At the outset of the project, every system feature needed for the application should be defined as a Story and added to the Story Backlog, i.e. your list of features to be developed over the course of the project. At this Initial phase, stories require the following basics details:
- Short description – Brief description of who, what and why, e.g. "Prompt teachers to review test grades to ensure they entered the correct scores."
- Priority – This is the business priority, which can you can rate as High, Medium, Low, or 1-10, whatever works for you.
- Estimate – This is the development estimate. You can start with a High, Medium, Low estimate scale, although you may want to jump straight to a Dev Units estimate. Read this Story Estimates article, which outlines a straightforward means of converting raw estimates to Dev Units.

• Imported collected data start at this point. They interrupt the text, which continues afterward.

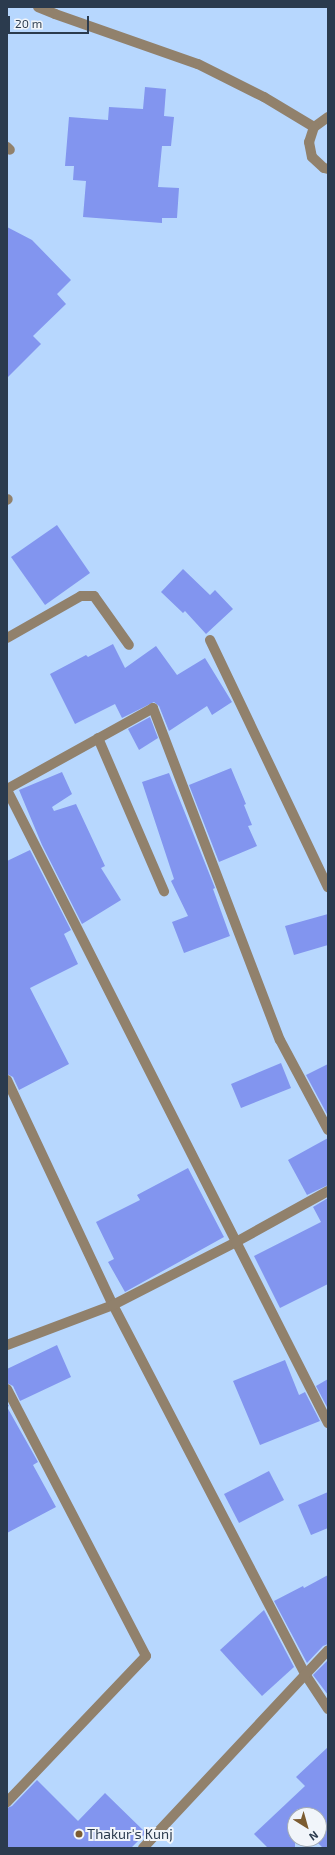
<!DOCTYPE html>
<style>
body{margin:0}
#map{position:relative;width:335px;height:1855px;overflow:hidden;background:#b7d7fe;font-family:"Exo 2",sans-serif}
div>[style]{position:absolute}
.building>*{inset:0;background:#8295ef}
.minor>*{height:10px;margin:-5px;padding:0 5px;transform-origin:5px;border-radius:5px;background:#91816c}
.dots>*{width:11px;height:11px;translate:-50% -50%;box-sizing:border-box;border:2px solid #f1f5fa;border-radius:50%}
span{translate:-50% -50%;white-space:nowrap;text-align:center;line-height:1.15;-webkit-text-stroke:4px #f1f5fa;paint-order:stroke}
.poi-label{font-size:14px;color:#2b3b4e}
.left{translate:0 -50%;text-align:left}
.frame{position:absolute;inset:0;border:8px solid #2b3b4e;pointer-events:none}
.north{position:absolute;left:287px;top:1807px;width:40px;height:40px;box-sizing:border-box;background:#f1f5fa;border:1px solid #a2abb5;border-radius:50%;rotate:143deg;font-size:11px;font-weight:700;line-height:16px;text-align:center;color:#2b3b4e}
.north::after{content:'';display:block;margin:auto;width:14px;height:18px;background:#7c5c31;clip-path:polygon(50% 0,100% 100%,50% 72%,0 100%)}
.scale{position:absolute;left:8px;top:16px;width:81px;height:18px;box-sizing:border-box;border:2px solid #2b3b4e;border-top:0;padding-left:5px;font-size:12px;line-height:14px;white-space:nowrap;color:#2b3b4e;-webkit-text-stroke:3px #f1f5fa;paint-order:stroke}
</style>
<div id="map">
<div class="building">
<i style="clip-path:polygon(145px 87px,166px 89px,164px 116px,174px 117px,171px 146px,162px 146px,158px 187px,179px 188px,177px 218px,162px 218px,162px 223px,83px 217px,86px 181px,73px 180px,74px 166px,65px 166px,69px 117px,108px 120px,109px 107px,143px 109px)"></i>
<i style="clip-path:polygon(7px 227px,32px 240px,71px 280px,57px 294px,66px 304px,33px 336px,41px 344px,7px 378px)"></i>
<i style="clip-path:polygon(57px 525px,90px 573px,45px 605px,11px 557px)"></i>
<i style="clip-path:polygon(183px 569px,210px 595px,215px 590px,233px 609px,206px 634px,185px 611px,183px 613px,161px 592px)"></i>
<i style="clip-path:polygon(113px 644px,125px 668px,156px 646px,177px 675px,205px 658px,232px 702px,212px 715px,207px 706px,169px 731px,159px 706px,154px 702px,122px 718px,115px 704px,75px 724px,50px 674px,86px 655px,88px 657px)"></i>
<i style="clip-path:polygon(150px 717px,158px 738px,139px 750px,128px 729px)"></i>
<i style="clip-path:polygon(231px 768px,246px 804px,244px 805px,252px 825px,248px 826px,257px 846px,219px 862px,189px 785px)"></i>
<i style="clip-path:polygon(62px 772px,72px 794px,52px 807px,54px 811px,76px 804px,105px 866px,101px 868px,121px 900px,82px 924px,42px 845px,19px 790px)"></i>
<i style="clip-path:polygon(169px 773px,215px 888px,213px 889px,230px 936px,184px 953px,172px 922px,188px 916px,171px 881px,174px 879px,142px 782px)"></i>
<i style="clip-path:polygon(30px 850px,71px 930px,64px 934px,78px 964px,30px 988px,69px 1064px,19px 1090px,13px 1077px,7px 1074px,7px 861px)"></i>
<i style="clip-path:polygon(328px 914px,328px 945px,294px 955px,285px 926px)"></i>
<i style="clip-path:polygon(281px 1063px,291px 1088px,241px 1108px,231px 1084px)"></i>
<i style="clip-path:polygon(328px 1064px,328px 1116px,306px 1075px)"></i>
<i style="clip-path:polygon(328px 1138px,328px 1185px,307px 1195px,288px 1160px)"></i>
<i style="clip-path:polygon(188px 1168px,224px 1237px,125px 1292px,108px 1262px,114px 1259px,96px 1222px,140px 1200px,137px 1195px)"></i>
<i style="clip-path:polygon(328px 1198px,328px 1284px,280px 1308px,254px 1256px,321px 1222px,313px 1207px)"></i>
<i style="clip-path:polygon(57px 1345px,71px 1377px,20px 1401px,13px 1386px,7px 1383px,7px 1369px)"></i>
<i style="clip-path:polygon(285px 1360px,299px 1395px,305px 1392px,320px 1421px,260px 1445px,233px 1381px)"></i>
<i style="clip-path:polygon(328px 1379px,328px 1409px,316px 1386px)"></i>
<i style="clip-path:polygon(7px 1403px,9px 1406px,7px 1407px,38px 1462px,33px 1465px,56px 1507px,7px 1533px)"></i>
<i style="clip-path:polygon(269px 1471px,284px 1500px,239px 1523px,224px 1494px)"></i>
<i style="clip-path:polygon(328px 1492px,328px 1528px,311px 1535px,298px 1505px)"></i>
<i style="clip-path:polygon(328px 1575px,328px 1644px,323px 1646px,307px 1663px,274px 1601px,303px 1586px,304px 1588px)"></i>
<i style="clip-path:polygon(264px 1610px,294px 1667px,262px 1696px,220px 1650px)"></i>
<i style="clip-path:polygon(328px 1660px,328px 1695px,313px 1675px)"></i>
<i style="clip-path:polygon(328px 1747px,328px 1848px,323px 1848px,314px 1839px,319px 1839px,319px 1815px,295px 1815px,295px 1848px,268px 1848px,254px 1834px,305px 1786px,296px 1777px)"></i>
<i style="clip-path:polygon(37px 1780px,78px 1821px,105px 1793px,146px 1833px,131px 1848px,7px 1848px,7px 1808px,12px 1806px)"></i>
</div>
<div class="minor">
<i style="left:38px;top:7px;width:18px;rotate:22deg"></i>
<i style="left:55px;top:14px;width:151px;rotate:19.3deg"></i>
<i style="left:198px;top:64px;width:74px;rotate:26.6deg"></i>
<i style="left:264px;top:97px;width:58px;rotate:31deg"></i>
<i style="left:328px;top:117px;width:17px;rotate:144deg"></i>
<i style="left:314px;top:127px;width:16px;rotate:108deg"></i>
<i style="left:309px;top:142px;width:15px;rotate:79deg"></i>
<i style="left:312px;top:157px;width:16px;rotate:43deg"></i>
<i style="left:324px;top:168px;width:4px;rotate:14deg"></i>
<i style="left:7px;top:147px;width:4px;rotate:45deg"></i>
<i style="left:7px;top:500px;width:1px;rotate:-45deg"></i>
<i style="left:7px;top:638px;width:85px;rotate:-29.6deg"></i>
<i style="left:81px;top:596px;width:13px"></i>
<i style="left:94px;top:596px;width:60px;rotate:54.5deg"></i>
<i style="left:210px;top:640px;width:274px;rotate:64.5deg"></i>
<i style="left:98px;top:738px;width:167px;rotate:66.7deg"></i>
<i style="left:7px;top:789px;width:167px;rotate:-29deg"></i>
<i style="left:153px;top:708px;width:355px;rotate:69.1deg"></i>
<i style="left:280px;top:1040px;width:102px;rotate:61.9deg"></i>
<i style="left:7px;top:790px;width:710px;rotate:63.11deg"></i>
<i style="left:7px;top:1080px;width:249px;rotate:64.8deg"></i>
<i style="left:113px;top:1305px;width:416px;rotate:62.5deg"></i>
<i style="left:305px;top:1674px;width:42px;rotate:56.7deg"></i>
<i style="left:7px;top:1345px;width:113px;rotate:-20.7deg"></i>
<i style="left:113px;top:1305px;width:138px;rotate:-27.1deg"></i>
<i style="left:236px;top:1242px;width:105px;rotate:-29deg"></i>
<i style="left:7px;top:1389px;width:301px;rotate:62.5deg"></i>
<i style="left:146px;top:1656px;width:202px;rotate:133.6deg"></i>
<i style="left:143px;top:1848px;width:271px;rotate:-46.9deg"></i>
</div>
<div class="dots">
<i style="left:79px;top:1834px;background:#7c5c31"></i>
</div>
<div class="poi-label">
<span class="left" style="left:87px;top:1834px">Thakur's Kunj</span>
</div>
<div class="frame"></div>
<div class="north">N</div>
<div class="scale">20 m</div>
</div>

The basic version of the story created during the Initial phase is an Agile standard. One might add a paragraph description, but the story remains bare bones, not even close to your average use case, which is typically quite involved. I find this version of the story to only be adequate for a developer for the smallest of projects, such as 1 developer and 1 business person working side-by-side to further discuss requirements as they go. In most cases, the point of these initial skeleton stories is to enable scheduling.
Once you have defined the story priorities, you can plan your first milestone (Read more about Milestones). If you only have a few developers and have engaged business contacts working closely with development you are good to go. However, if you have a project with more than a few developers, you'll want them to be further refined so that they become Development Ready.
- Acceptance Criteria (AC) – List of requirements for a given story, such as descriptions of screens with fields to be included, description of validations, button functionality, etc. I find it very helpful for a QA engineer to be directly involved, either reviewing AC written by the business, or working with the business to write it themselves. At the end of the day, this should drive testing.
- UI Design – It is very helpful to have a design that includes the UI for a given story, or to provide a template for the developer to work from. Read more on the Case for UI Designers.
- Refined Estimates – Once the AC is complete and there is a UI design or a template to work from, developers should refine estimates.